Dataset entries:
= Beginning of Section =
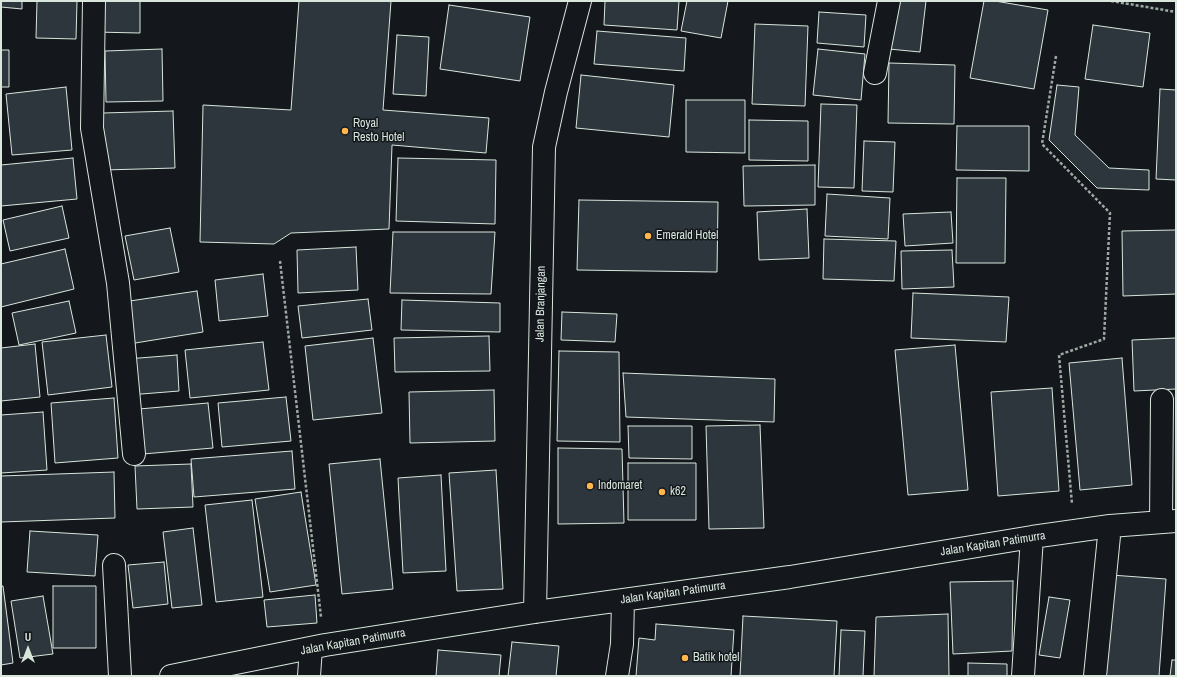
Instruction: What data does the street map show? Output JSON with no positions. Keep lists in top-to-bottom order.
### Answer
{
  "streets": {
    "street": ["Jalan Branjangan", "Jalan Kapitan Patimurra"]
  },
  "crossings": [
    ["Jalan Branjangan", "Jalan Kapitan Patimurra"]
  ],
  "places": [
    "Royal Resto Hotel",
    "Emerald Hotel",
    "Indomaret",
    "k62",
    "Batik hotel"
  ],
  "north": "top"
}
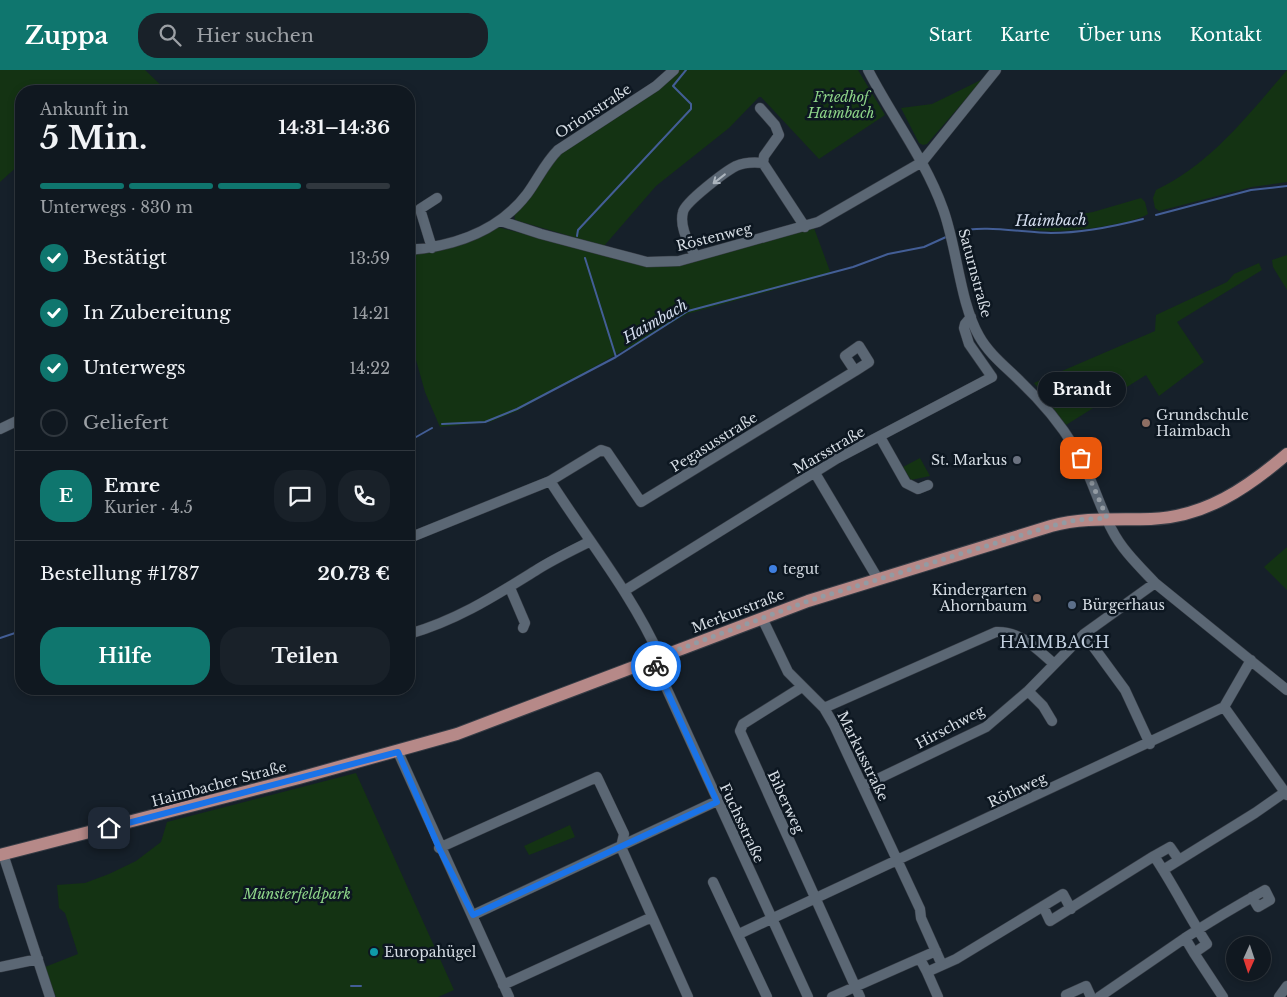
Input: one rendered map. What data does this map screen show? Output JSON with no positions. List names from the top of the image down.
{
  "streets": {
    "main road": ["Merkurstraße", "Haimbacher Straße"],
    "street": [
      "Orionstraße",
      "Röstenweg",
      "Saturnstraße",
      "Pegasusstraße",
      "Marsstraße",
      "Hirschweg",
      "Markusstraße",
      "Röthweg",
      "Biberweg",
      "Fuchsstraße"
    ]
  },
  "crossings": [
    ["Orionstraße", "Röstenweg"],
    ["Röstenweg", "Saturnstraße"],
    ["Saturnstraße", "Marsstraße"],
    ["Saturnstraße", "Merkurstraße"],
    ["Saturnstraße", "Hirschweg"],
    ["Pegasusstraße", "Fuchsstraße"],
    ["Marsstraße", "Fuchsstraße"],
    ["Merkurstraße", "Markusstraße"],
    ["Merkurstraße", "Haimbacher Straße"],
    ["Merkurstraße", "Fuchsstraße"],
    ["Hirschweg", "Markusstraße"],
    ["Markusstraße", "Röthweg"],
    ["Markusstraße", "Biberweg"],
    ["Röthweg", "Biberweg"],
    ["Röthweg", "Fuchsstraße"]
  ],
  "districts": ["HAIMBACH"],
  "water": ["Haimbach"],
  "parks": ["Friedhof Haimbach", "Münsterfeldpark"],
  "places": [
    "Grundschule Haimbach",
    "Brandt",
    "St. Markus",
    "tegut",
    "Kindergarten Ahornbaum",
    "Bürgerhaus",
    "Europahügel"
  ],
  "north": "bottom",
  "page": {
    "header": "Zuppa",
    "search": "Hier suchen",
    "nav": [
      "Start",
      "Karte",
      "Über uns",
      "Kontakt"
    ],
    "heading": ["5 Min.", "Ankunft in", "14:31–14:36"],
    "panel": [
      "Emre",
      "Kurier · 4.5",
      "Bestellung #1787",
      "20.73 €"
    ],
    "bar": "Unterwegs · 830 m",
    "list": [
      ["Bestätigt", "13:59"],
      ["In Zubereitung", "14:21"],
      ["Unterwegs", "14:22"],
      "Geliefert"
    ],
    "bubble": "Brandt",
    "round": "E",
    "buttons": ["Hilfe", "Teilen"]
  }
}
= End of Section =
= Beginning of Section =
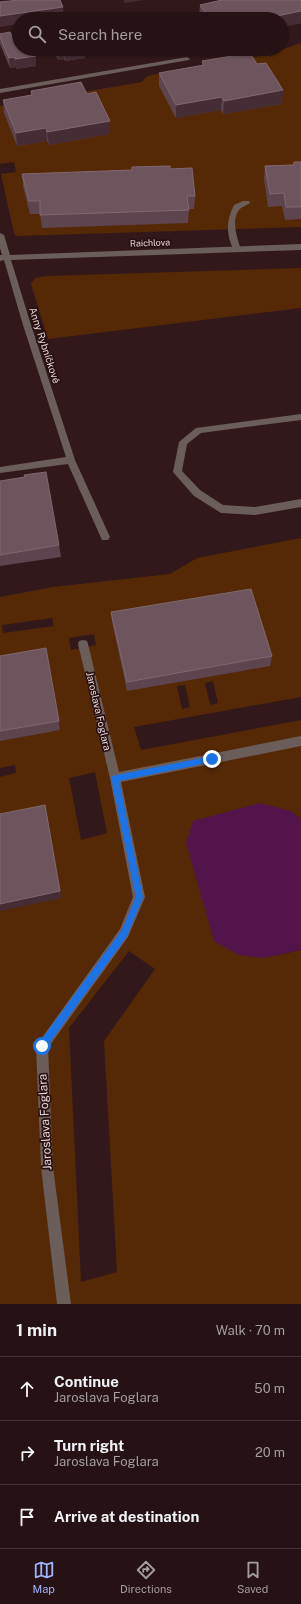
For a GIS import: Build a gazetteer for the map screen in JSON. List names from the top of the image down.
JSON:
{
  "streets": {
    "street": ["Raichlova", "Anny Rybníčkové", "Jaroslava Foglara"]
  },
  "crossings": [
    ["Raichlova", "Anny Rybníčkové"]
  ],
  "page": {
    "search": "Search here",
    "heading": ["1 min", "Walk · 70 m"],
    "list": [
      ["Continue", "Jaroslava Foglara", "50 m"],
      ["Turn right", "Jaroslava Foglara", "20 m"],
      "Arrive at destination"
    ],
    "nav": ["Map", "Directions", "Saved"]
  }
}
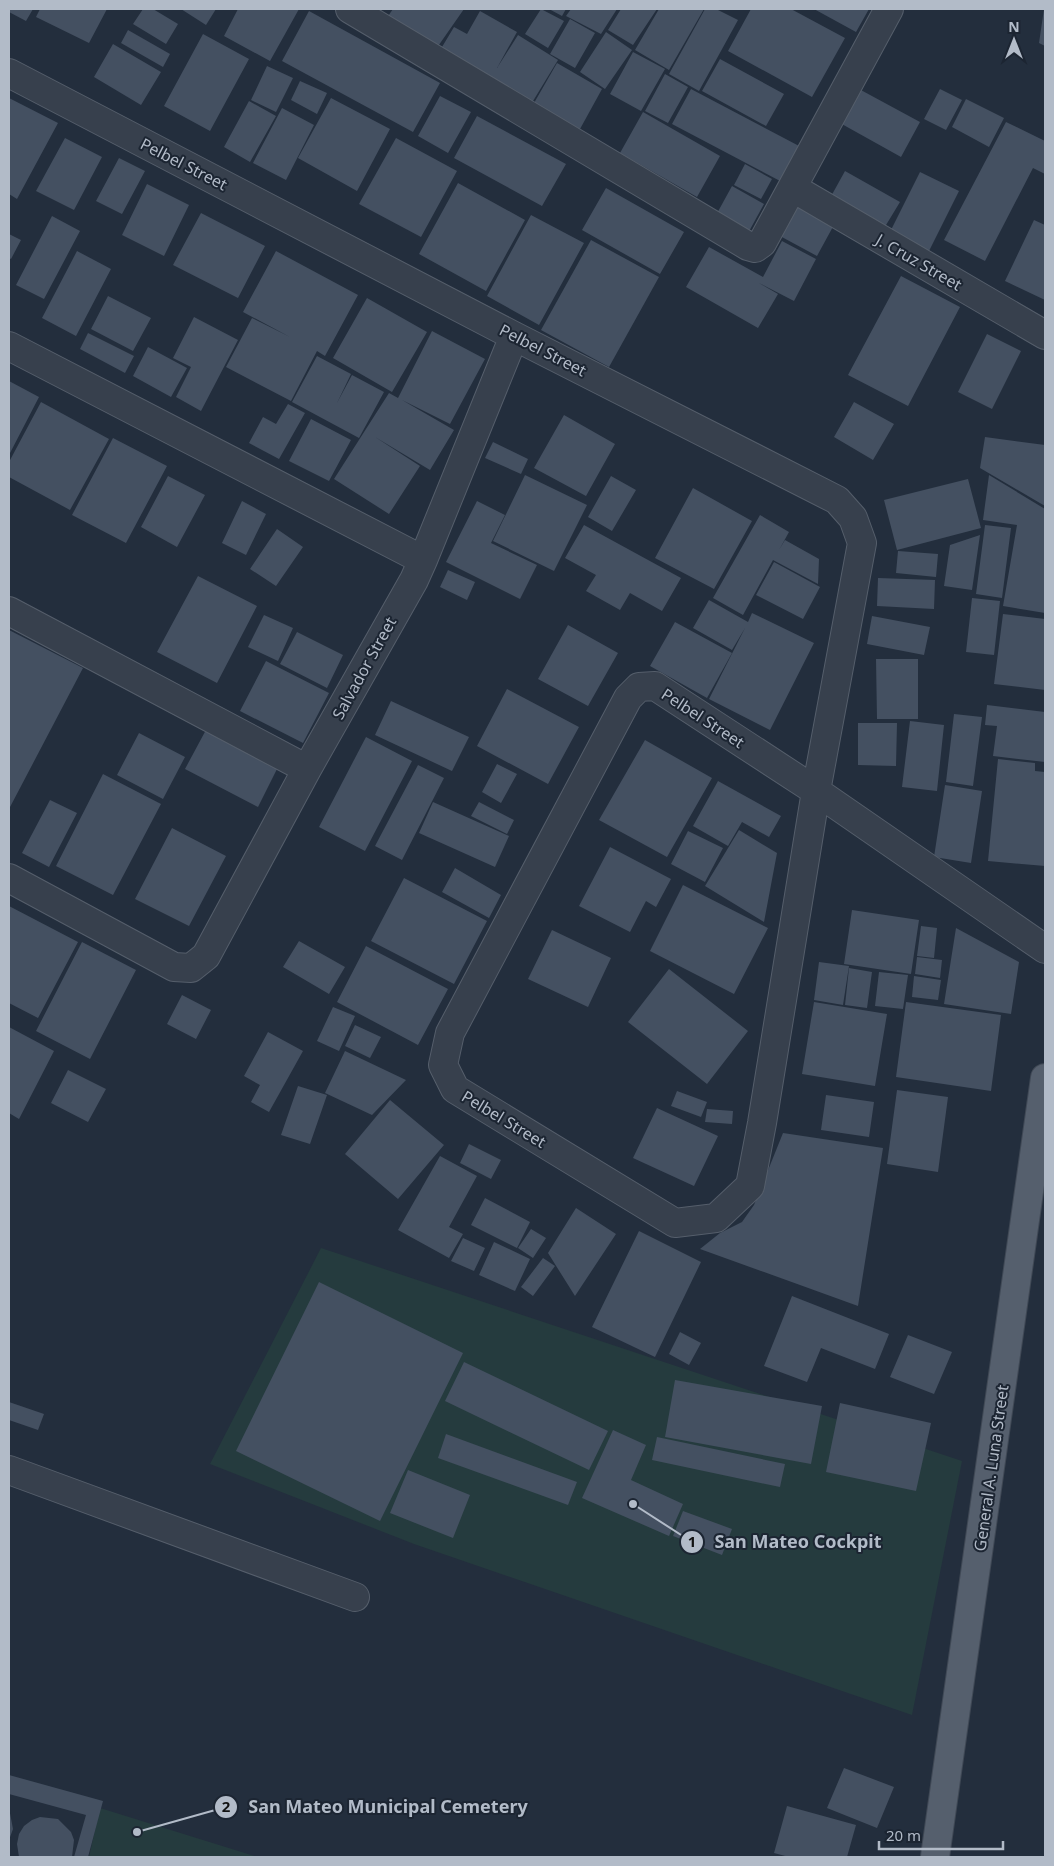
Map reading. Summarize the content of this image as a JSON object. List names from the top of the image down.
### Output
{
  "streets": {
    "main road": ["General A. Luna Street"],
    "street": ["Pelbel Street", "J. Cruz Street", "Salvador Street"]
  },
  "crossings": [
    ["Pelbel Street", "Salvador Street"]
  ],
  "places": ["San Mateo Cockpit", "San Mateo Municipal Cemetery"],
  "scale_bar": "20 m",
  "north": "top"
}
= End of Section =
* Exercise instructions *
Look above for the line with "For a GIS import: Build" and the line with "Map reading. Summarize", then copy exactly the lines from the first through the second, both kept, with no pictures.

* Result for this exercise *
For a GIS import: Build a gazetteer for the map screen in JSON. List names from the top of the image down.
JSON:
{
  "streets": {
    "street": ["Raichlova", "Anny Rybníčkové", "Jaroslava Foglara"]
  },
  "crossings": [
    ["Raichlova", "Anny Rybníčkové"]
  ],
  "page": {
    "search": "Search here",
    "heading": ["1 min", "Walk · 70 m"],
    "list": [
      ["Continue", "Jaroslava Foglara", "50 m"],
      ["Turn right", "Jaroslava Foglara", "20 m"],
      "Arrive at destination"
    ],
    "nav": ["Map", "Directions", "Saved"]
  }
}
Map reading. Summarize the content of this image as a JSON object. List names from the top of the image down.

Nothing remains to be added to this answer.